Performance Tips

Getting good performance is a mix of single-processor performance and parallel efficiency.

Parallel Efficiency

Load Balancing

Good parallel performance occurs when there are the same number of boxes on each MPI task. If too many MPI tasks are used, then there will not be enough work to go around.

Use a large amr.max_grid_size and aim for one box per MPI task one each level.

Usually it’s a good idea to do a small scaling study before running a large simulation to find the optimal number of nodes to run your problem.

Gravity / Multigrid

Multigrid performance is best when the grid can be coarsened down to the smallest possible size. This means that the number of zones in each dimension of a box should be a power-of-two. This can be controlled by amr.blocking_factor. See also the AMReX docs on linear solvers.

It can also be faster to run without subcycling in some instances, which is controlled by amr.subcycling_mode, as described in Subcycling.

For isolated systems, we use a multipole expansion for constructing the Dirichlet boundary conditions for the Poisson solve. The construction of the multipole expansion can be expensive. If the system is roughly spherical and the boundaries are far from the mass, then you probably can get away with fewer multipole moments. For reference, for the white dwarf mergers in Katz et al. [51], \(l_\mathrm{max} = 6\) was used. The maximum multipole moment is set by gravity.max_multipole_order.

Global Diagnostics

Global Diagnostics are output at regular intervals. These can require reduction operations across all processors, which can be expensive for big calculations. Often we don’t need the diagnostics every step, so setting castro.sum_interval to a larger value (like 10) could improve performance.

Metrics

To understand where the simulation is spending the most time, it is suggested to run using the AMReX Tiny Profiler.

Simply build as:

make TINY_PROFILE=TRUE

and then run your simulation (any number of processors, CPU or GPU). Typically running for 10–100 steps is enough to get a sense of where the time is spent. Upon completion, a detailed report will be output to stdout showing which functions / kernels are using the most time.

This can help you determine where to focus your optimization efforts.
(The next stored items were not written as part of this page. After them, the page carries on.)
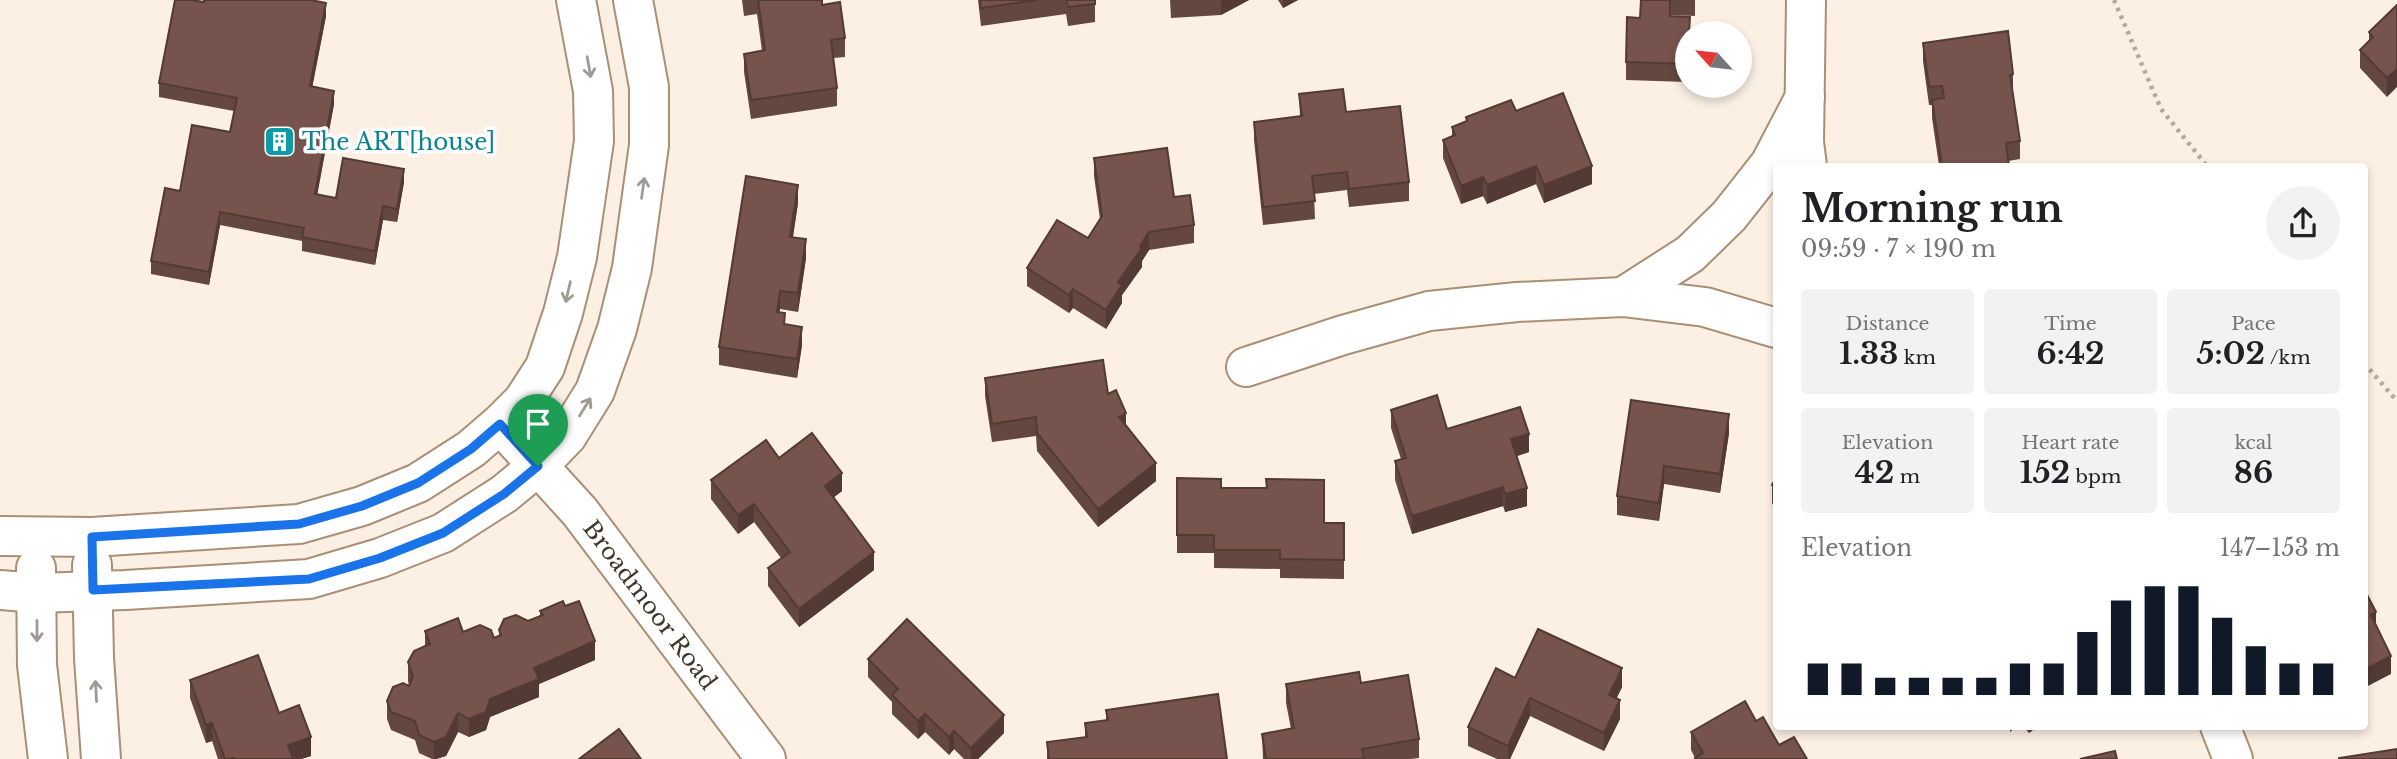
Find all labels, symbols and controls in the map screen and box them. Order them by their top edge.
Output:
north arrow [1675,21,1752,98]
map controls [1675,21,1752,98]
one-way arrow [583,55,596,78]
building icon: The ART[house] [262,125,296,159]
place label: The ART[house] [302,128,495,156]
one-way arrow [637,178,650,200]
text: Morning run [1801,185,2063,232]
button: share [2266,186,2340,260]
text: 09:59 · 7 × 190 m [1801,235,1996,263]
one-way arrow [561,280,575,303]
text: Distance [1846,312,1929,335]
text: Time [2044,312,2097,335]
text: Pace [2231,312,2276,335]
text: 1.33 [1839,335,1898,372]
text: 6:42 [2036,335,2105,372]
text: 5:02 [2196,335,2265,372]
text: km [1898,346,1936,369]
text: /km [2265,346,2311,369]
pin [508,394,568,466]
one-way arrow [579,397,593,417]
icon: arrive [519,405,557,443]
text: Elevation [1842,431,1933,454]
text: Heart rate [2022,431,2119,454]
text: kcal [2235,431,2272,454]
text: 42 [1855,454,1894,491]
text: 152 [2020,454,2070,491]
text: 86 [2234,454,2273,491]
text: m [1894,465,1920,488]
text: bpm [2070,465,2121,488]
street label: Broadmoor Road [577,515,723,695]
text: Elevation [1801,534,1912,562]
text: 147–153 m [2220,534,2340,562]
one-way arrow [30,619,44,642]
one-way arrow [89,680,102,703]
Alternately, you can use the GNU Profiler on CPUs to get line-by-line performance details. This can be enabled by building with

make USE_GPROF=TRUE

running, and then using the gprof command line tool.

GPUs

For GPU performance, see the discussion in Running on GPUs.

The main parameter to explore when running on GPUs is castro.hydro_memory_footprint_ratio, which can use tiling in the hydrodynamics solver to prevent oversubscription of GPU memory.

Reactions

Reactions are often the most time-consuming part of a simulation. The following are some things to try to improve the performance:

  • Try using the Runge-Kutta-Chebyshev integrator (see the Microphysics ODE integrators docs.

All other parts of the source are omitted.